DATA SUPPLIED: Begin

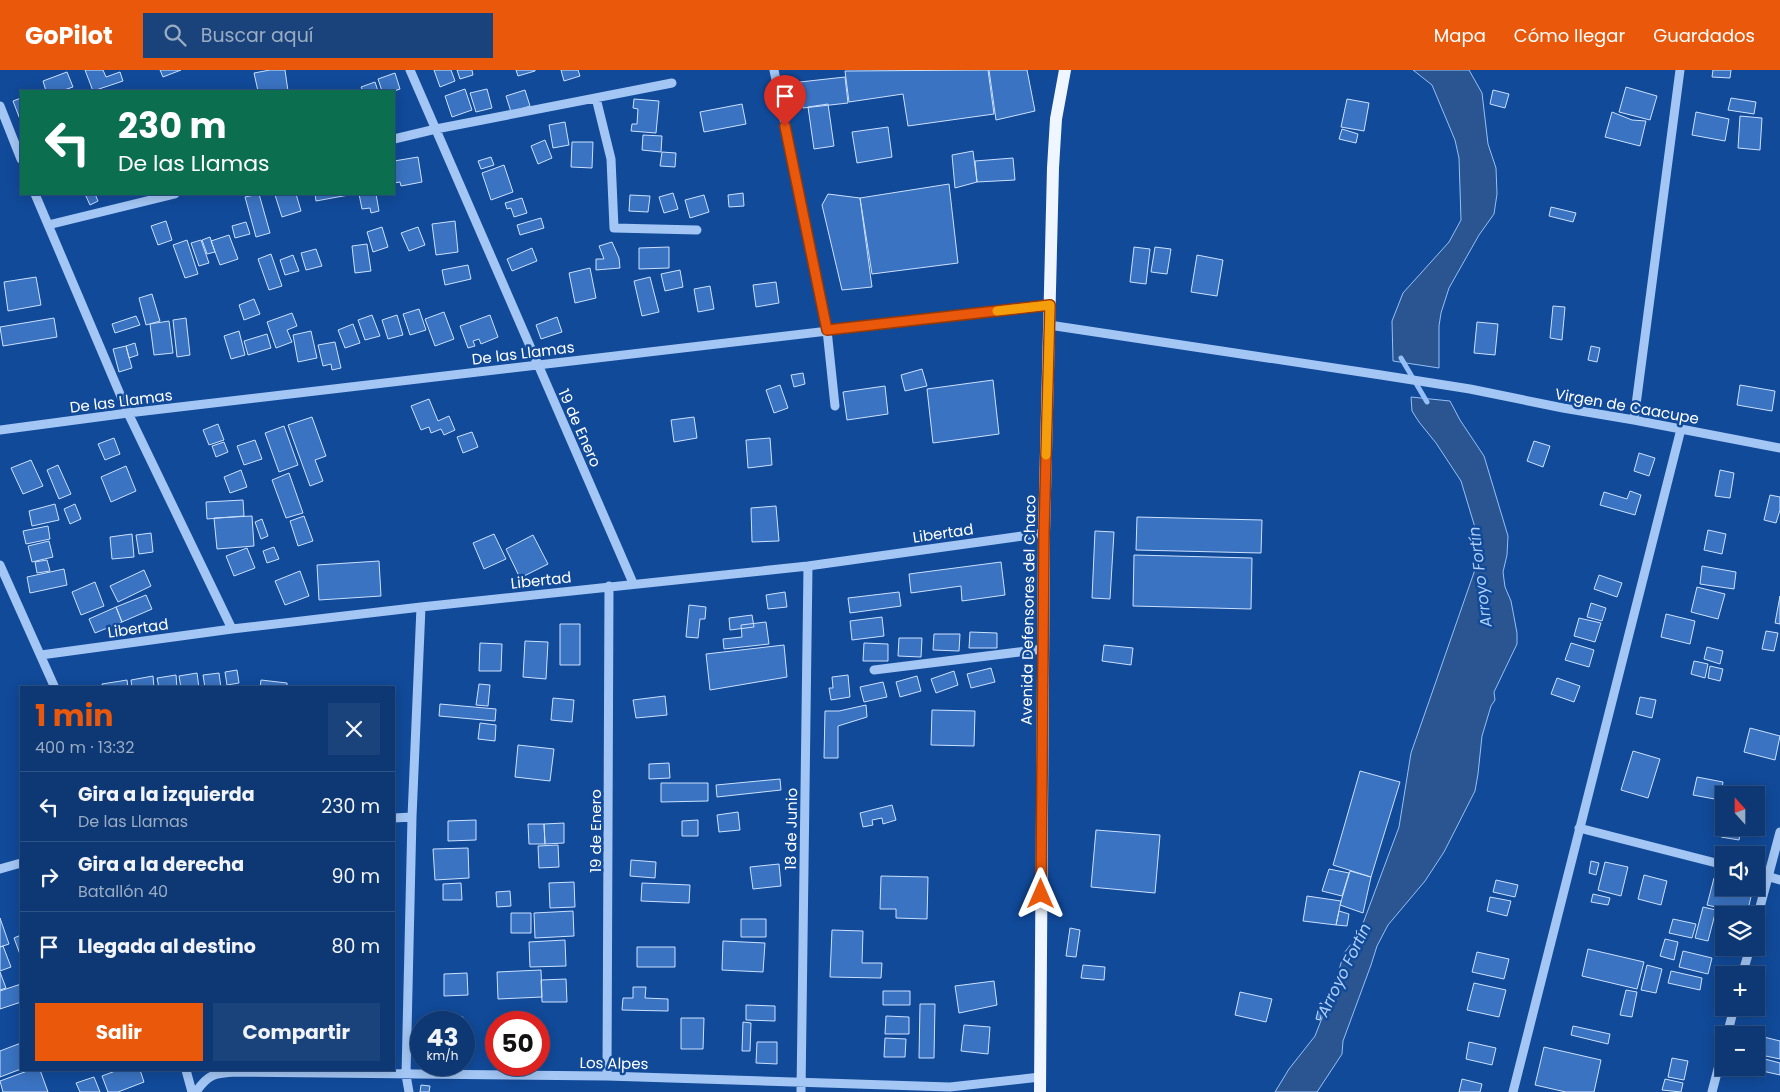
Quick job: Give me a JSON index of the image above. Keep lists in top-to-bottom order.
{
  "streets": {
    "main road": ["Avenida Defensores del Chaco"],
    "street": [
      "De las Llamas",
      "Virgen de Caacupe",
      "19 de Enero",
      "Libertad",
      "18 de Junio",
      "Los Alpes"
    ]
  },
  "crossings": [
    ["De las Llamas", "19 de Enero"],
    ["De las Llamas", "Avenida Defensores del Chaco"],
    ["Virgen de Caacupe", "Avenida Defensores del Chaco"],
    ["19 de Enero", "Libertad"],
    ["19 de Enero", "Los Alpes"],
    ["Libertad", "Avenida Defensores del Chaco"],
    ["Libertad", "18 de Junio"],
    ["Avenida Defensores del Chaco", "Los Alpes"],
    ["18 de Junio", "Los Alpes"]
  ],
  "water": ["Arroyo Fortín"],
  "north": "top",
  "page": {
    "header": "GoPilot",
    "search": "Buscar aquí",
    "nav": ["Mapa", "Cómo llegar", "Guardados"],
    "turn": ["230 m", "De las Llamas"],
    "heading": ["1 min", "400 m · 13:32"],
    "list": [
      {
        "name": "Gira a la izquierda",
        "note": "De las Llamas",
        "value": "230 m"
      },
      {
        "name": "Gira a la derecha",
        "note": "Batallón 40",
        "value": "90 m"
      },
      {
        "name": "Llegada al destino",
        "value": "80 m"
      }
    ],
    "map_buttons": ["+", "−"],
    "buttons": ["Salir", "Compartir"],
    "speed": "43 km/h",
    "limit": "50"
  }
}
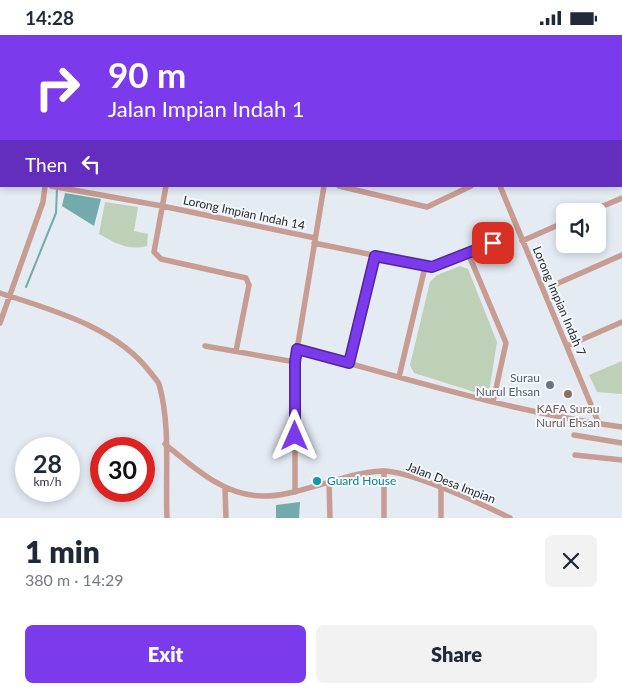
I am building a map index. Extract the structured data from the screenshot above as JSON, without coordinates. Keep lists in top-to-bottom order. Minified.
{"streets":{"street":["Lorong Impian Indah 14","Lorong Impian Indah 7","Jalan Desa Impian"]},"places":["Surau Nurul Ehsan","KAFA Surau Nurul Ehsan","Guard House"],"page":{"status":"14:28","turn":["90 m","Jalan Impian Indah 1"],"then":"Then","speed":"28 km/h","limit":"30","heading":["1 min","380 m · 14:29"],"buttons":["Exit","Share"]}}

DATA SUPPLIED: End

ABOUT THIS EXERCISE >> Output each record above word for word, leaving out images.

RESULT OF THIS EXERCISE >>
Quick job: Give me a JSON index of the image above. Keep lists in top-to-bottom order.
{
  "streets": {
    "main road": ["Avenida Defensores del Chaco"],
    "street": [
      "De las Llamas",
      "Virgen de Caacupe",
      "19 de Enero",
      "Libertad",
      "18 de Junio",
      "Los Alpes"
    ]
  },
  "crossings": [
    ["De las Llamas", "19 de Enero"],
    ["De las Llamas", "Avenida Defensores del Chaco"],
    ["Virgen de Caacupe", "Avenida Defensores del Chaco"],
    ["19 de Enero", "Libertad"],
    ["19 de Enero", "Los Alpes"],
    ["Libertad", "Avenida Defensores del Chaco"],
    ["Libertad", "18 de Junio"],
    ["Avenida Defensores del Chaco", "Los Alpes"],
    ["18 de Junio", "Los Alpes"]
  ],
  "water": ["Arroyo Fortín"],
  "north": "top",
  "page": {
    "header": "GoPilot",
    "search": "Buscar aquí",
    "nav": ["Mapa", "Cómo llegar", "Guardados"],
    "turn": ["230 m", "De las Llamas"],
    "heading": ["1 min", "400 m · 13:32"],
    "list": [
      {
        "name": "Gira a la izquierda",
        "note": "De las Llamas",
        "value": "230 m"
      },
      {
        "name": "Gira a la derecha",
        "note": "Batallón 40",
        "value": "90 m"
      },
      {
        "name": "Llegada al destino",
        "value": "80 m"
      }
    ],
    "map_buttons": ["+", "−"],
    "buttons": ["Salir", "Compartir"],
    "speed": "43 km/h",
    "limit": "50"
  }
}
I am building a map index. Extract the structured data from the screenshot above as JSON, without coordinates. Keep lists in top-to-bottom order. Minified.
{"streets":{"street":["Lorong Impian Indah 14","Lorong Impian Indah 7","Jalan Desa Impian"]},"places":["Surau Nurul Ehsan","KAFA Surau Nurul Ehsan","Guard House"],"page":{"status":"14:28","turn":["90 m","Jalan Impian Indah 1"],"then":"Then","speed":"28 km/h","limit":"30","heading":["1 min","380 m · 14:29"],"buttons":["Exit","Share"]}}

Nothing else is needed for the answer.